> How to complete this task:
All of the data should be restated word for word, with the pictures omitted.

(Provided material)

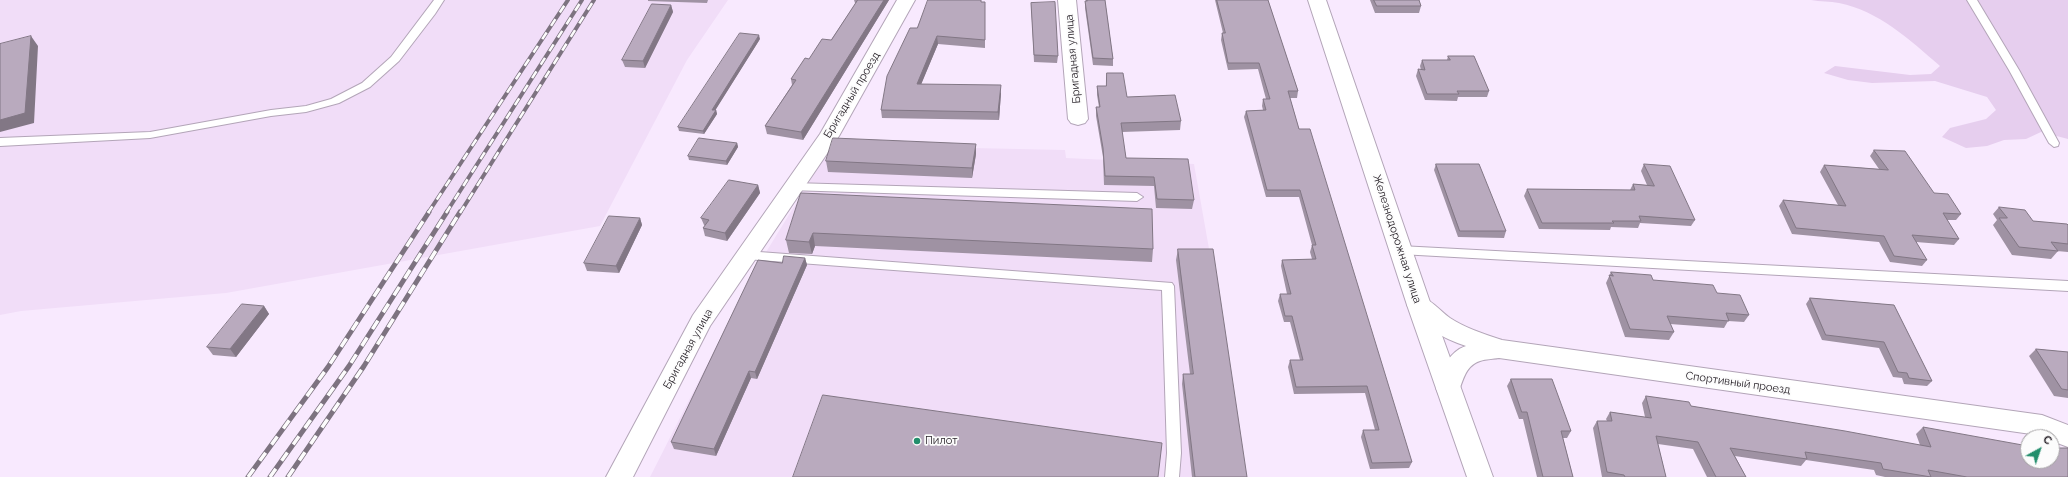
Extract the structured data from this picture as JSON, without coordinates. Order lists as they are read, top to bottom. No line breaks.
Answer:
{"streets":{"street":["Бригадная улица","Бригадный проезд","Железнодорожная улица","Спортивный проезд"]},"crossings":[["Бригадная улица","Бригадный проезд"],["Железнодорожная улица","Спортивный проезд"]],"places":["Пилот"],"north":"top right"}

(End Provided material)

> Response to the task:
Extract the structured data from this picture as JSON, without coordinates. Order lists as they are read, top to bottom. No line breaks.
Answer:
{"streets":{"street":["Бригадная улица","Бригадный проезд","Железнодорожная улица","Спортивный проезд"]},"crossings":[["Бригадная улица","Бригадный проезд"],["Железнодорожная улица","Спортивный проезд"]],"places":["Пилот"],"north":"top right"}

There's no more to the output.